Thanks to Pshenitsyna, that unconscious fear of life that Oblomov had, again, since childhood, disappeared. A vivid confirmation of this can be considered the case described in the chapter "Oblomov's Dream", when a letter from an old acquaintance arrives in Oblomovka.
The inhabitants of the house did not dare to open it for several days, trying to overcome the feeling of fear. This feeling of fear appeared due to the habit of isolation: people were afraid that their peace and serenity would be disturbed, because the news is not only good ...
As a result of all these fears in childhood, Oblomov was afraid to live. Even when Ilya Ilyich fell in love with Olga and was about to get married, unconscious fear, fear of change made itself felt. In addition, the constant feeling of being chosen, instilled in Oblomov at home, prevented him from participating in a kind of “competition”, which is any life ... He could not work, because in the service he would have to prove his superiority, and in relations with Zakhar Oblomov without difficulty flattered his vanity by the fact that he was an "original nobleman" and had never once put a stocking on his legs himself.

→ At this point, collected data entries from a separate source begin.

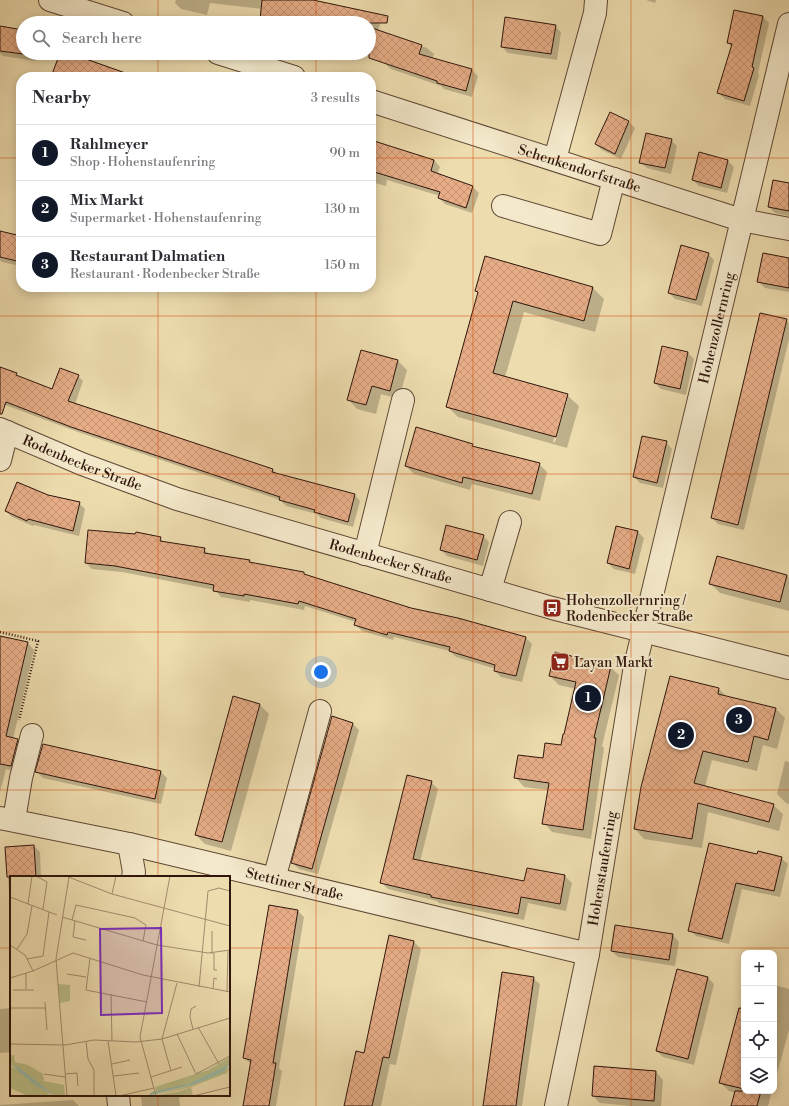 <!DOCTYPE html>
<meta charset="utf-8">
<style>
body{margin:0;font-family:"Libre Bodoni",serif;background:#f2f2f3;color:#2b2b33}
.controls{position:absolute;right:12px;bottom:12px;display:grid;overflow:hidden;border-radius:8px;box-shadow:0 2px 10px #0003}
.controls button{width:36px;height:36px;display:grid;place-items:center;padding:0;border:0;border-bottom:1px solid #e1e1e2;background:#fff;color:#2b2b33;font:20px sans-serif}
.you{position:absolute;left:321px;top:672px;width:14px;height:14px;margin:-10px;border:3px solid #fff;border-radius:50%;background:#1a73e8;box-shadow:0 0 0 6px #1a73e833}
.badge{display:grid;place-items:center;width:26px;height:26px;border-radius:50%;background:#111827;color:#fff;font-size:13px;font-weight:700}
.pin{position:absolute;translate:-50% -50%;border:2px solid #fff;box-shadow:0 1px 4px #0006}
.list{margin:0;padding:0;list-style:none}
h2{display:flex;justify-content:space-between;align-items:center;height:52px;margin:0;padding:0 16px;font-size:17px}
h2 small{font-size:13px;font-weight:400;color:#7c7c81}
.list li{display:grid;grid-template-columns:26px 1fr auto;gap:12px;align-items:center;box-sizing:border-box;height:56px;padding:0 16px;border-top:1px solid #e1e1e2}
.list b{display:block;font-size:15px;white-space:nowrap}
.list p{margin:0;font-size:13px;white-space:nowrap;color:#7c7c81}
.list em{font-size:13px;font-style:normal;color:#7c7c81}
.icon{flex:none;width:22px;height:22px;fill:none;stroke:currentColor;stroke-width:2;stroke-linecap:round;stroke-linejoin:round}
.map{position:relative;flex:none;width:789px;height:1106px;overflow:hidden}
.search{position:absolute;background:#fff;box-shadow:0 2px 10px #0003;left:16px;top:16px;width:360px;height:44px;display:flex;align-items:center;gap:10px;box-sizing:border-box;padding:0 14px;border-radius:22px;color:#7c7c81;font-size:15px}
.panel{position:absolute;background:#fff;box-shadow:0 2px 10px #0003;left:16px;top:72px;width:360px;height:220px;border-radius:16px}
.map>svg:first-child{display:block}
.shadow{fill:#0003;fill-rule:evenodd}
.building{fill:url(#building-cross-hatch);stroke:#2f150b}
.lines{fill:none;stroke-linecap:round;stroke-linejoin:round}
.minor-casing{stroke:#5e4734;stroke-width:24}
.path{stroke:#2f150b;stroke-width:2.5;stroke-dasharray:1 2;stroke-linecap:butt}
.minor{stroke:#f3e8ca;stroke-width:22}
.grid{fill:none;stroke:#d6520c;stroke-width:1;stroke-opacity:0.55}
.labels{text-anchor:middle;stroke-width:4;stroke-linejoin:round;paint-order:stroke}
.street-label{font-size:14px;fill:#2f150b;stroke:#f3e8ca}
.poi-label{font-size:14px;fill:#2f150b;stroke:#f3e8ca;text-anchor:start}
.inset-road{fill:none;stroke:#a18c6d;stroke-width:1}
.view{fill:#7b2cbf;fill-opacity:0.15;stroke:#7b2cbf;stroke-width:2}
.inset-edge{fill:none;stroke:#2f150b;stroke-width:2}
</style>
<div class="map">
<svg width="789" height="1106" viewBox="0 0 789 1106">
<defs>
<pattern id="building-cross-hatch" width="8" height="8" patternUnits="userSpaceOnUse"><rect width="8" height="8" fill="#e6ad87"/><path d="M0 0l8 8M0 8l8-8" fill="none" stroke="#c69473"/></pattern>
</defs>
<rect width="100%" height="100%" fill="#eddcae"/>
<filter id="stains"><feTurbulence type="fractalNoise" baseFrequency=".005" numOctaves="4"/><feColorMatrix values="0 0 0 0 .2 0 0 0 0 .09 0 0 0 0 .02 0 0 0 .5 -.17"/></filter>
<radialGradient id="worn" r=".72"><stop offset=".6" stop-color="#630" stop-opacity="0"/><stop offset="1" stop-color="#630" stop-opacity=".3"/></radialGradient>
<path class="shadow" d="M176,0H308L381,21L378,31L427,48L434,54L432,59L472,70L478,76L472,97L444,89L441,86L391,69L369,49V23H264L261,20L262,9L210,3L207,15L181,9L175,3Z
M646,0H656L655,3Z
M763,17L769,23L758,73L759,75L750,106L725,99L719,93L732,47L728,43Z
M555,26L561,32L557,60L508,53L502,47Z
M0,27L23,31V53H38L36,61L3,56L0,53Z
M610,114L629,122L635,128L621,159L602,150L596,144Z
M671,140L677,146L671,174L647,168L640,162Z
M371,141L434,160L440,167L437,175L473,187L479,193L472,213L445,204L439,198L440,196L387,180L386,186L371,182Z
M700,153L728,161L734,167L727,193L699,186L693,180Z
M789,184V216L775,213L769,207Z
M21,237V266L2,262L0,260V240Z
M708,254L714,260L702,306L675,299L669,293Z
M789,259V292L765,288L759,282Z
M593,288L604,299L595,332L524,312L505,377L567,395L579,406L567,448L458,417L447,406L479,293L476,291ZM565,401H567L555,442H553Z
M786,320L789,323V339L744,530L718,524L712,518Z
M361,351L398,361L407,370L399,399L381,394L376,414L357,409L348,399Z
M688,353L694,359L686,395L661,389L655,383Z
M0,368L16,374L21,379L52,390L78,376L83,381L75,404L273,470L278,475L355,495L360,501L353,527L321,518L317,514L286,506L280,500L78,432L0,403Z
M666,442L672,449L663,488L640,483L634,477Z
M472,445L475,448L539,464L547,472L540,501L472,484L470,490L414,474L406,466Z
M48,496L79,503L85,509L79,536L34,525L33,526L12,517L6,511Z
M617,527L638,532L644,538L635,574L614,569L608,563Z
M483,536L489,542L483,566L447,556L441,550Z
M160,538L165,543L204,549L210,555L249,561L252,564L303,573L307,576L410,609L525,637L532,644L522,682L501,677L495,671L496,669L456,657L450,651L394,637L393,640L362,631L355,624L356,622L305,606L304,610L250,600V602L221,597L215,590L122,572L92,569L86,563Z
M787,575L789,578V611L720,593L711,584Z
M2,637L28,643L34,650L13,739L18,740L24,746L17,772L6,769L0,792V645Z
M610,667L619,675L602,746L604,748L591,839L552,832L544,823L549,790L524,787L516,778L562,746L576,689L559,685L550,676Z
M719,689L727,697L775,708L785,718L777,749L763,745L757,771L712,760L705,787L773,805L783,814L779,831L708,812L702,848L644,839L635,829Z
M260,705L269,714L231,851L205,844L196,835Z
M332,718L353,724L359,730L318,874L299,869L292,863Z
M43,746L161,772L167,778L161,804L43,778L37,772Z
M785,761L789,762V804L786,803L777,794Z
M431,782L438,789L420,862L525,883L528,869L565,876L572,883L566,911L528,903L524,920L439,903L437,901L388,889L381,882Z
M34,846L40,852L41,877H11V922L6,848Z
M758,856L781,858L788,864L780,897L742,889L729,944L696,936L690,930Z
M298,911L304,917L279,1068L282,1071L276,1106H244L251,1064L244,1058Z
M673,935L679,942L675,966L618,957L612,951Z
M414,942L421,949L396,1065L390,1064L381,1106H345L365,1054Z
M678,970L708,978L714,984L694,1065L663,1057L657,1051Z
M533,978L540,984L522,1106H484Z
M774,985L789,989V1030L774,1085Z
M744,994V1091H772L768,1106H732L736,1093L729,1091L720,1082Z
M11,1008V1052L0,1053V1009Z
M656,1072L663,1080L661,1106H631L600,1103L593,1096Z
M141,1095H179L180,1106H142Z
M73,1100L79,1106H0V1105Z"/>
<path class="building" d="M262,0H313L388,16L387,23H286L260,20Z
M734,10L763,16L752,67L754,68L744,101L717,93L732,44L727,43Z
M505,17L556,25L551,54L501,47Z
M0,26L23,30V54L0,51Z
M369,27L422,45L419,54L472,69L466,91L437,83V81L369,58Z
M60,53H69L131,75V77H51Z
M610,112L629,121L615,154L595,144Z
M646,133L672,139L665,168L639,163Z
M371,140L434,160L431,171L473,186L466,208L438,198L440,192L371,171Z
M699,152L728,160L721,188L692,180Z
M773,180L789,183V211L768,207Z
M0,231L21,236V262L0,257Z
M681,245L709,253L696,300L668,293Z
M763,253L789,258V288L757,282Z
M485,256L593,287L584,321L513,301L493,373L568,394L556,437L446,407L478,292L475,291Z
M760,313L787,319L738,525L711,518Z
M662,346L688,352L680,389L654,383Z
M361,350L398,360L390,391L372,386L366,405L347,400Z
M0,367L17,373L16,375L52,389L60,368L79,375L68,401L273,469L272,472L355,494L348,522L314,512L315,510L279,500L280,497L71,427L6,402L2,414H0Z
M416,427L473,444L472,446L540,463L532,494L463,477L462,483L405,466Z
M642,436L667,441L657,483L633,477Z
M17,482L48,495L80,502L73,531L28,519L27,521L5,511Z
M446,525L484,535L477,560L440,550Z
M616,526L638,531L629,569L607,563Z
M88,530L135,534L136,532L161,537L160,541L205,548L204,553L250,560L249,562L304,572V574L411,608L458,618L526,637L516,676L494,671L495,665L449,651L450,647L388,632L387,635L354,625L356,619L299,601L298,604L244,594V596L213,591L214,585L115,566L85,563Z
M717,556L787,575L780,602L709,584Z
M0,636L28,642L6,736L18,739L11,766L0,764Z
M555,652L611,666L594,738H596L583,830L542,824L549,783L514,778L518,755L543,758L545,743L561,745L563,734H564L576,682L549,676Z
M670,676L719,688L718,694L776,708L768,740L754,736L748,762L703,751L694,783L774,804L769,822L698,803L692,839L634,829L641,787Z
M233,696L260,704L222,842L195,835Z
M332,716L353,723L312,869L291,863Z
M43,744L161,771L155,799L35,772Z
M407,775L432,781L413,859L524,881L527,868L565,875L560,904L521,897L518,914L431,897V895L380,883Z
M709,843L757,854L758,851L782,857L774,891L736,883L722,939L688,931Z
M34,845L36,877H7L5,847Z
M269,905L298,910L273,1063H276L269,1106H243L251,1060L243,1058Z
M615,925L673,934L669,960L611,951Z
M389,935L414,941L389,1058L383,1057L372,1106H344L356,1051L364,1053Z
M677,969L708,977L688,1059L656,1051Z
M502,972L534,977L520,1074L516,1106H483Z
M739,1008L744,1009V1089L719,1083Z
M594,1066L656,1071L654,1101L592,1096Z
M735,1091H761L757,1106H731Z"/>
<g class="lines">
<g class="minor-casing">
<g id="minor">
<path d="M50,0L123,23"/>
<path d="M218,53L294,77"/>
<path id="s1" d="M371,101L741,220L789,229"/>
<path d="M555,159L595,13L596,0"/>
<path d="M503,206L600,234L614,179"/>
<path id="s2" d="M0,429L82,464L177,499L552,608L789,668"/>
<path d="M0,460L7,432"/>
<path d="M365,554L403,400"/>
<path d="M490,590L510,522"/>
<path id="s3" d="M0,818L129,844L588,954"/>
<path d="M14,820L21,778L32,735"/>
<path d="M129,844L134,872L133,877"/>
<path d="M274,879L320,711"/>
<path d="M118,1095L119,1106"/>
<path id="s4" d="M556,1106L588,954L635,666L789,24"/>
</g>
</g>
<path class="path" d="M0,632L38,641L19,720"/>
<use href="#minor" class="minor"/>
</g>
<path class="grid" d="M158,0V23M316,0V23M473,0V1106M631,0V1106M158,53V77M316,53V77M0,158H21M371,158H789M158,287V877M316,287V1106M0,316H789M0,474H789M0,632H789M0,790H789M0,948H11M229,948H789M158,1095V1106"/>
<defs>
<g id="bus-square" transform="scale(1)"><rect x="-9" y="-9" width="18" height="18" rx="4" fill="#8f2418" stroke="#f3e8ca"/><path d="M-5-6H5V4H4V6H2V4H-2V6H-4V4H-5ZM-3.5-4V0h7V-4ZM-3.5 1.2v1.5H-2V1.2ZM2 1.2v1.5H3.5V1.2Z" fill="#fff"/></g>
<g id="supermarket-square" transform="scale(1)"><rect x="-9" y="-9" width="18" height="18" rx="4" fill="#8f2418" stroke="#f3e8ca"/><path d="M-6-5.5h2.5l.6 2H6L4.5 2H-2.5L-4.4-4H-6ZM-1.5 3.2a1.3 1.3 0 1 0 .1 0ZM3 3.2a1.3 1.3 0 1 0 .1 0Z" fill="#fff"/></g>
</defs>
<g fill-rule="evenodd">
<use href="#bus-square" x="552" y="608"/>
<use href="#supermarket-square" x="560" y="662"/>
</g>
<g class="labels">
<g class="street-label">
<text dy="5" stroke="none"><textPath href="#s1" startOffset="219">Schenkendorfstraße</textPath></text>
<text dy="5" stroke="none"><textPath href="#s4" startOffset="795">Hohenzollernring</textPath></text>
<text dy="5" stroke="none"><textPath href="#s2" startOffset="89">Rodenbecker Straße</textPath></text>
<text dy="5" stroke="none"><textPath href="#s2" startOffset="413">Rodenbecker Straße</textPath></text>
<text dy="5" stroke="none"><textPath href="#s4" startOffset="242">Hohenstaufenring</textPath></text>
<text dy="5" stroke="none"><textPath href="#s3" startOffset="302">Stettiner Straße</textPath></text>
</g>
<g class="poi-label">
<text x="566" y="605">Hohenzollernring /<tspan x="566" dy="16">Rodenbecker Straße</tspan></text>
<text x="574" y="667">Layan Markt</text>
</g>
</g>
<g transform="translate(10 876)">
<rect width="220" height="220" fill="#eddcae"/>
<path d="M0,179H4L5,186L18,189L33,198L34,205L54,209L55,220H45L24,206L13,195L0,188ZM220,181V188L212,194L170,211L146,215L145,211L198,194ZM0,190L11,196L42,220H25L14,204L0,196ZM220,191L217,197L181,211L147,219L185,208Z" fill="#bbbf88"/>
<path d="M48,108L60,109V125L50,127ZM0,196L14,204L25,220H18L0,212Z" fill="#bbbf88"/>
<path d="M181,211L183,220L147,219L167,216Z" fill="#bbbf88"/>
<path d="M0,188L11,193L45,220L25,209ZM220,188L213,196L185,208L138,220L142,216L178,208Z" fill="#99bcaa"/>
<path class="inset-road" d="M26,0L37,6L33,33M56,0L102,18L220,50M102,18L106,0M0,21L47,39M18,28L22,0M52,41L147,69L198,77L220,74M62,44L66,29L125,42L136,49L133,65M65,45L63,61L76,64M202,55V78M0,69L15,79L23,95M7,73L17,58L22,30M204,77V94H207M80,82L76,114L137,126M17,83L33,80L39,36M57,98L76,101M0,102L23,95L63,77L133,99L220,116M189,111L198,15L209,12L220,15M16,113V97M203,113L204,102L207,103M3,114H24M217,116L218,75M101,118L102,165M35,126L37,154M0,132H35M188,151L209,188M183,153L180,141L181,133L186,130M167,158L186,198L220,180M76,165L78,183L84,194V220M98,165L106,220M0,168L55,169L84,164L126,166L152,163L220,142M102,188L120,184M161,195L152,163L167,107M34,198L55,201M55,198L67,197L68,210M104,200L129,197M141,201L172,191M57,220L46,83L59,1M109,220L144,212M146,220L130,161L160,0M183,220L220,211"/>
<path class="view" d="M151,52L152,137L91,139L90,53Z"/>
<rect width="220" height="220" class="inset-edge"/>
</g>
<rect width="100%" height="100%" filter="url(#stains)"/>
<rect width="100%" height="100%" fill="url(#worn)"/>
</svg>
<div class="controls">
<button>+</button>
<button>−</button>
<button><svg class="icon" aria-label="locate" viewBox="0 0 24 24"><circle cx="12" cy="12" r="6"/><path d="M12 2v4M12 18v4M2 12h4M18 12h4"/></svg></button>
<button><svg class="icon" aria-label="layers" viewBox="0 0 24 24"><path d="M12 4l9 5-9 5-9-5zM3 14l9 5 9-5"/></svg></button>
</div>
<div class="you"></div>
<div class="pin badge" style="left:588px;top:698px">1</div>
<div class="pin badge" style="left:681px;top:735px">2</div>
<div class="pin badge" style="left:739px;top:720px">3</div>
<div class="search"><svg class="icon" aria-label="search" viewBox="0 0 24 24"><circle cx="10" cy="10" r="6"/><path d="M15 15l6 6"/></svg>Search here</div>
<section class="panel">
<h2>Nearby<small>3 results</small></h2>
<ul class="list">
<li><span class="badge">1</span><div><b>Rahlmeyer</b><p>Shop · Hohenstaufenring</p></div><em>90 m</em></li>
<li><span class="badge">2</span><div><b>Mix Markt</b><p>Supermarket · Hohenstaufenring</p></div><em>130 m</em></li>
<li><span class="badge">3</span><div><b>Restaurant Dalmatien</b><p>Restaurant · Rodenbecker Straße</p></div><em>150 m</em></li>
</ul>
</section>
</div>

From all of the above, it follows that because of the fear of life, because of all the restrictions set for him in childhood, Oblomov could not live a full-fledged external life. He was also greatly disappointed in the service. After all, he thought that he would live as in a second family, that in the service - the same small, cozy little world as in Oblomovka.
Ilya Ilyich, as it were, was pulled out of greenhouse conditions, from the realm of sweet sleep, and placed in conditions acceptable
mine for the people of Stolz's warehouse. And when, finally, thanks to Pshenitsyna, he finds himself in familiar conditions, then there is, as it were, a connection between times, a connection between his childhood and the current time of his thirty-three years of life.
The role of "Oblomov's Dream" in understanding the meaning of the novel is enormous, since the whole conflict of external and internal life, the root of all events lies in Oblomov's childhood, in the village of Oblomovka.